Sunday, May 23, 2010


As the title indicates, I've been enjoying some good progress with the Sofa. She seems to be coping well with her arthritic, probably fusing hocks and the nasty summer heat we're having hasn't slowed her down in the least. And today I FINALLY got to have a lesson with my all-time favorite trainer...not on Sofie, unfortunately, but I had lots of fun and learned several things that I think I can apply to my work with Sofie. But I'm getting ahead of myself.

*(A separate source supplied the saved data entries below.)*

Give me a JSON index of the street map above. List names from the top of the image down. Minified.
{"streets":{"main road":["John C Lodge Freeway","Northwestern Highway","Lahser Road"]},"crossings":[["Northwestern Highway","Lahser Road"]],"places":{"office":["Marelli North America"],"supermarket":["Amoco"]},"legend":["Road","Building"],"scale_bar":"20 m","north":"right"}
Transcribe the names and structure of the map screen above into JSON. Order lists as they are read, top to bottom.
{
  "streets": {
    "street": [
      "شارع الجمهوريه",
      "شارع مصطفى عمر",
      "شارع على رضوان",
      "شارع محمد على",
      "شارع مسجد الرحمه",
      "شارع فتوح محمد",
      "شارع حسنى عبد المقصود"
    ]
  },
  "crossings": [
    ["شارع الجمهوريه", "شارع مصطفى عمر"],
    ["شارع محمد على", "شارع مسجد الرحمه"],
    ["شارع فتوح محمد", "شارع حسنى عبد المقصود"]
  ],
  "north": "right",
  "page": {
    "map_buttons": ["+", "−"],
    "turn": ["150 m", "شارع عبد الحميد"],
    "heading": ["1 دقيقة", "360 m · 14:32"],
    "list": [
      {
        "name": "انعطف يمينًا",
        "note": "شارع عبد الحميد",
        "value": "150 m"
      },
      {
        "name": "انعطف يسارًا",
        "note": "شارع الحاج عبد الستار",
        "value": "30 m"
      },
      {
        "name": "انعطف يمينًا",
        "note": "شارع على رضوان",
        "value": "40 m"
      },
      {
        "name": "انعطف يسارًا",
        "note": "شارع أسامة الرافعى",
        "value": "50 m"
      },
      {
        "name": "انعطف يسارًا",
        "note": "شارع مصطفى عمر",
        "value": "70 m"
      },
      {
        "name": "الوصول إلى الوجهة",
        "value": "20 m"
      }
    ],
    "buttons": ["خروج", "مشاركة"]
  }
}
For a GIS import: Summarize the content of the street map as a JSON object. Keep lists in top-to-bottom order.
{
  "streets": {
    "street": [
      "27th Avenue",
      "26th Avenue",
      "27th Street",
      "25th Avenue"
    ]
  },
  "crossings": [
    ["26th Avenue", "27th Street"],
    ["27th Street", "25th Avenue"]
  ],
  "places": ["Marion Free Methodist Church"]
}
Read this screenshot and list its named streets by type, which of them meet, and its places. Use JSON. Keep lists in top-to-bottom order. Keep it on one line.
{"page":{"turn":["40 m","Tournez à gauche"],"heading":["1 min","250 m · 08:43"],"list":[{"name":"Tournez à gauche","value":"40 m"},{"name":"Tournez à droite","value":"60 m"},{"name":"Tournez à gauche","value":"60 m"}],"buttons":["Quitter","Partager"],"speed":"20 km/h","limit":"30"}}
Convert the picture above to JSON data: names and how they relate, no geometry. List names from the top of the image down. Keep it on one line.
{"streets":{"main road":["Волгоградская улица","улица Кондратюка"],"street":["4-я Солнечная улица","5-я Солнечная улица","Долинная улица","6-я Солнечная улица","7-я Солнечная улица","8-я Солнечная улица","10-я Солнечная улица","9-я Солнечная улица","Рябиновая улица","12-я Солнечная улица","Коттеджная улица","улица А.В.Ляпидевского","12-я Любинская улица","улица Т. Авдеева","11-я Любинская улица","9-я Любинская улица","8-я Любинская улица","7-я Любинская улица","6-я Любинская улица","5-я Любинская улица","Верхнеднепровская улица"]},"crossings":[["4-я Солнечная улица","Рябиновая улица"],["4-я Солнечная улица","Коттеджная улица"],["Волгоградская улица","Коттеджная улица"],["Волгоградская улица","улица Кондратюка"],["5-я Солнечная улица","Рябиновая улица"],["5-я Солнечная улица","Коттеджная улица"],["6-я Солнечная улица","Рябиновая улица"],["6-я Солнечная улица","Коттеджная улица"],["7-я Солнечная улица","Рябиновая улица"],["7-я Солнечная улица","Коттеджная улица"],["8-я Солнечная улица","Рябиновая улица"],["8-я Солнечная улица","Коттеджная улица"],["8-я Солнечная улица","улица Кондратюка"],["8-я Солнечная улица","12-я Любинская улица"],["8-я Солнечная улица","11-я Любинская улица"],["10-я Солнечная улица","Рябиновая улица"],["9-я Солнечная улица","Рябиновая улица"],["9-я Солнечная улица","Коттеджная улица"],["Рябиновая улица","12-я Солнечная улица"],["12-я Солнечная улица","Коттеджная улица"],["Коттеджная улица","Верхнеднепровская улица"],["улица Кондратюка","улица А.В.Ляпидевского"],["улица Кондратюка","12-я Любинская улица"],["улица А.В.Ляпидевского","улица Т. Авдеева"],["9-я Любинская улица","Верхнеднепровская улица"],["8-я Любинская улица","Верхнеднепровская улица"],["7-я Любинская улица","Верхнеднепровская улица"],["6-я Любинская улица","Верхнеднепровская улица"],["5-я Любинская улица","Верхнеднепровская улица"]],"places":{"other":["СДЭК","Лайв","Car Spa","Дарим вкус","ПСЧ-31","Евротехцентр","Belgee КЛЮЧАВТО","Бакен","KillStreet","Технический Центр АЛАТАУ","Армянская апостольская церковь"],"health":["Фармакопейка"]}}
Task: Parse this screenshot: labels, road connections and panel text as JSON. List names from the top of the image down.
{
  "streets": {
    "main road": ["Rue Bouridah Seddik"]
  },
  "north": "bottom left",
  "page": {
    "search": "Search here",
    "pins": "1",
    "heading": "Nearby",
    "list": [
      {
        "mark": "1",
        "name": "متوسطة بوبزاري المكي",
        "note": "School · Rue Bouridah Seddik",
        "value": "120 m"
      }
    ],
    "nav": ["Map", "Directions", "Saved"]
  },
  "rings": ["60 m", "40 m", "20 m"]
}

5/14 My first day working on Sofie with my mom gone on her trip. Grooming and tacking up goes well, even with lots of distraction - another horse coming in and out, a lady showing up to do a saddle fitting, and Judy's shavings trailer arriving. Sofie handles it well and stays ground-tied for the most part. I start out my ride in the indoor and Sofie doesn't quite feel 100%. But we get our warm-up done and then go outside since the Sofa is bored, bored, bored going around in circles. Outside, she has one of those days where she wants to do her own thing and she doesn't want to listen. She drifts in toward her much-loved barn and the right side of her mouth feels like concrete. She spends much of the ride with her head counterbent to the right as I try to soften her mouth. She is not thrilled with this turn of events but fails to "act out". She does become rather barn sour, and tries out balking, but she's not very good at it, so all she does is shorten her stride and invert. I quit when I get a few straight steps heading away from the barn and feel good about how I didn't lose my patience or dissolve into my old mental standby - "I must be ruining my horse, she hates me, I'm a horrible rider, I don't deserve to have this horse".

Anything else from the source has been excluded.